■ **Aim of the task**
Across the listing below, state how many lines hold the string "played"; write nothing but that number.

══ Data to use

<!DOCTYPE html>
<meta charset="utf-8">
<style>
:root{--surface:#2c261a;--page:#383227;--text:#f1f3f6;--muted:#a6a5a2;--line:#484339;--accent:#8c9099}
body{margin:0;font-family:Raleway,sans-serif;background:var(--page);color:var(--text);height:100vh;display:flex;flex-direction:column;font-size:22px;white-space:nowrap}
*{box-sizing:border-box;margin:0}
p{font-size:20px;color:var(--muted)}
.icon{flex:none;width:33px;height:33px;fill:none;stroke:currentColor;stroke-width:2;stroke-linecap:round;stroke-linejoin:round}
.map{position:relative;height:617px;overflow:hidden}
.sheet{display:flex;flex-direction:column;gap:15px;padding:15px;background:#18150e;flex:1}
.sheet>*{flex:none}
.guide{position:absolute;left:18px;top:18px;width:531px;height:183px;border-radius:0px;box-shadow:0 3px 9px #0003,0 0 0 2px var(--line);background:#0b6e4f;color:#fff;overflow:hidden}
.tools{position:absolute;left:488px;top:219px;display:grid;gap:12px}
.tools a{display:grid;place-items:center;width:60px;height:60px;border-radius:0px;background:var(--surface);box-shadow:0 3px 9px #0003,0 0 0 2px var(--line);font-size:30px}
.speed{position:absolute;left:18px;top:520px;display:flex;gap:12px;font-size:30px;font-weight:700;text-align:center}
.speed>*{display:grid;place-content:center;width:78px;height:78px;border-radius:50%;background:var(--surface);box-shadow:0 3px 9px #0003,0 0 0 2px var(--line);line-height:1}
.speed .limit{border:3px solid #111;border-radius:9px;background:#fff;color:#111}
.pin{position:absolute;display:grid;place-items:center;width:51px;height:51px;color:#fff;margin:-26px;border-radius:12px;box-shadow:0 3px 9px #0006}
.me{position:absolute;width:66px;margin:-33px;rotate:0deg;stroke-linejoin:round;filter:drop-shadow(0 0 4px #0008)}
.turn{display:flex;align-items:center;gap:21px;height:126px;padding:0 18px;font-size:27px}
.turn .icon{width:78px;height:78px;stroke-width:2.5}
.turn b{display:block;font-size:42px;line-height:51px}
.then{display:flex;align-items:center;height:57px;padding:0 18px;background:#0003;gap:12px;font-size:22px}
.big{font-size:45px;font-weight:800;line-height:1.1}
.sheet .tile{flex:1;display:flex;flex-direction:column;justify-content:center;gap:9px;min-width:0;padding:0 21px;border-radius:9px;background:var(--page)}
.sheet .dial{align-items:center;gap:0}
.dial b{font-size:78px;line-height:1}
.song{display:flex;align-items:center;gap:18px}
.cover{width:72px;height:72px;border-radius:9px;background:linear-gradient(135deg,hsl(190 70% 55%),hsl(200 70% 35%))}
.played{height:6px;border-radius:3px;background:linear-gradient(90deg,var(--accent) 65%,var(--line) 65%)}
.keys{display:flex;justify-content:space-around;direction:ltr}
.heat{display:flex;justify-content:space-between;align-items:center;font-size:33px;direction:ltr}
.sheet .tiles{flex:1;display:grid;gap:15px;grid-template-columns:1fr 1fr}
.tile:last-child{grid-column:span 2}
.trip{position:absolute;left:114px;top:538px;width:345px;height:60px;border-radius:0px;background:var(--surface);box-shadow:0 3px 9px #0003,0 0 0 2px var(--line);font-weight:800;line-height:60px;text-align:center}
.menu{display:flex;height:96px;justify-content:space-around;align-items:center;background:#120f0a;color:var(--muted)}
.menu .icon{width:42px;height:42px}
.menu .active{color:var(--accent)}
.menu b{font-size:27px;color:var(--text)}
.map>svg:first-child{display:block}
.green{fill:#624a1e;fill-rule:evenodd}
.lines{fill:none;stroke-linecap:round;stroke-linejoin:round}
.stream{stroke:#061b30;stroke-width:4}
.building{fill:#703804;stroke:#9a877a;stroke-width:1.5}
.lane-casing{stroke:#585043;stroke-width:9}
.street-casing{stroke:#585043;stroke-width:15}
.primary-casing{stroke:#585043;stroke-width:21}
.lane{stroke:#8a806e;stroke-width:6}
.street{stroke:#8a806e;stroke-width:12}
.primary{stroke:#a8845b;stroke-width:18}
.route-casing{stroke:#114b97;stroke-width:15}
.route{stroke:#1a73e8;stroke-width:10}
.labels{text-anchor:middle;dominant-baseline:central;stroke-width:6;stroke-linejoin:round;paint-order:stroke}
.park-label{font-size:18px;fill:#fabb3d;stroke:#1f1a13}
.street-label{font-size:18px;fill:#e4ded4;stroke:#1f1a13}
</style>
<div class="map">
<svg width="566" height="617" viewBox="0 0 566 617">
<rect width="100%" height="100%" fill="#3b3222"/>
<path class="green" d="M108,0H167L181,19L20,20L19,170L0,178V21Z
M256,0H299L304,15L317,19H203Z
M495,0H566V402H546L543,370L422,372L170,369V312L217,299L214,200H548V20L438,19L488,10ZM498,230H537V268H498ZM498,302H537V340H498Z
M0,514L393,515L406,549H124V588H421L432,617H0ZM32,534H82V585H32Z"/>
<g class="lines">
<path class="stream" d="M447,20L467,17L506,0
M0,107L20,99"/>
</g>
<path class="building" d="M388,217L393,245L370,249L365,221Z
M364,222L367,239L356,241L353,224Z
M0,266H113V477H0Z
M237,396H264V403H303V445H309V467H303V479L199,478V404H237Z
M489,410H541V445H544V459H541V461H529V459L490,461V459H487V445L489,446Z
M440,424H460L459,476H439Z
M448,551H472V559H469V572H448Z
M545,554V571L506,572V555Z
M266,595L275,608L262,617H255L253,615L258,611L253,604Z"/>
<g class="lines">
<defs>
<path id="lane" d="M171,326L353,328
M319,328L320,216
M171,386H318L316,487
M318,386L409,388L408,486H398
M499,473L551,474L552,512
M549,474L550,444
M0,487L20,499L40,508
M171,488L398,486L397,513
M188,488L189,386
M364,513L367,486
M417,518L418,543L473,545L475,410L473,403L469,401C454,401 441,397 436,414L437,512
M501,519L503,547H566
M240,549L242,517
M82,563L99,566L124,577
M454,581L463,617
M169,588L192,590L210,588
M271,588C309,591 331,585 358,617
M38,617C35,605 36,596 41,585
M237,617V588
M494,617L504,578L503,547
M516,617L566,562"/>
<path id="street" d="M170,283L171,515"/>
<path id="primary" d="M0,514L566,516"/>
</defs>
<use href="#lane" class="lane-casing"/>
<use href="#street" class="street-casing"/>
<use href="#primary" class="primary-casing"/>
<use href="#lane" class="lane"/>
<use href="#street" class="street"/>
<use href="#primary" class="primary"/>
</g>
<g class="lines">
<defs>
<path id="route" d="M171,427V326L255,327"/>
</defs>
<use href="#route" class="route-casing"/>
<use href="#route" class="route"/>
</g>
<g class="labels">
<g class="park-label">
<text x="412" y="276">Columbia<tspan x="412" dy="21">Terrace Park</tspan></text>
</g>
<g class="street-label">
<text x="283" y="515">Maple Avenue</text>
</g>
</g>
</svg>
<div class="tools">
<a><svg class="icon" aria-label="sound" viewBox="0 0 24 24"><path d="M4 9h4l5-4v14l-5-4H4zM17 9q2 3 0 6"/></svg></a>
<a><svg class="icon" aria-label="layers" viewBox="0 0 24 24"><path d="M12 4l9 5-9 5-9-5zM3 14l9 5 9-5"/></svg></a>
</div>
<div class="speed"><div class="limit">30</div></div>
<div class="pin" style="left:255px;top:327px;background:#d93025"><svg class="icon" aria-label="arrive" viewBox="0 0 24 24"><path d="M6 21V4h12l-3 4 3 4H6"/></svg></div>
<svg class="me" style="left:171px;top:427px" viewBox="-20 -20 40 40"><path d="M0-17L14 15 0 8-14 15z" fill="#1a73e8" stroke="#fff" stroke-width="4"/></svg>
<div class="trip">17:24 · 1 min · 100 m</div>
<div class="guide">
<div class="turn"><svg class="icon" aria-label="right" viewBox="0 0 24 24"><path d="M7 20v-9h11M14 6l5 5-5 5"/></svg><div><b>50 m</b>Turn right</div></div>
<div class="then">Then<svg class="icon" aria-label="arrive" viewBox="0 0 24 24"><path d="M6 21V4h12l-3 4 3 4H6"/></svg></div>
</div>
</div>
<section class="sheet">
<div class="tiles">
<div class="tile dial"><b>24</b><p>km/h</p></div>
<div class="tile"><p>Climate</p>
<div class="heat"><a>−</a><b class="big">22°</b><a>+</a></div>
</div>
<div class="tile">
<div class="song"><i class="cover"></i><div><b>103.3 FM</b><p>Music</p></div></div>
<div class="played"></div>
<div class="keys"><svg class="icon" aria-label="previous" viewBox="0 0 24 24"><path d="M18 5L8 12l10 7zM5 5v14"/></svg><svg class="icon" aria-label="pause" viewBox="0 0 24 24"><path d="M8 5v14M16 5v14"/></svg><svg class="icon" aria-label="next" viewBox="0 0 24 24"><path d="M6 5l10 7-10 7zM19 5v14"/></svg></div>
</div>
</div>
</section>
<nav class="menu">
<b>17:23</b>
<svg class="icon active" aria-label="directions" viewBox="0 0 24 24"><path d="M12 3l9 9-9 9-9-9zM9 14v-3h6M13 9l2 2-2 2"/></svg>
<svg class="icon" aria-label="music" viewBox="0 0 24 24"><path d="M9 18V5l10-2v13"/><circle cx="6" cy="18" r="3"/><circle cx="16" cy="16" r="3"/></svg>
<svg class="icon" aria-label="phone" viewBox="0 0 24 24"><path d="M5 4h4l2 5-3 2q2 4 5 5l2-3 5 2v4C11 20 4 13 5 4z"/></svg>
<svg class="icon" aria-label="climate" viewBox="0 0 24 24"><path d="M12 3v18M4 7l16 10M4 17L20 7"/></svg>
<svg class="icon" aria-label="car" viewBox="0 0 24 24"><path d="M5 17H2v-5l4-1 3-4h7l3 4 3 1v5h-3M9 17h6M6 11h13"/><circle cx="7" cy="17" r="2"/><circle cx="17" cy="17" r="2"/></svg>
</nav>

════

■ **Solved problem**
2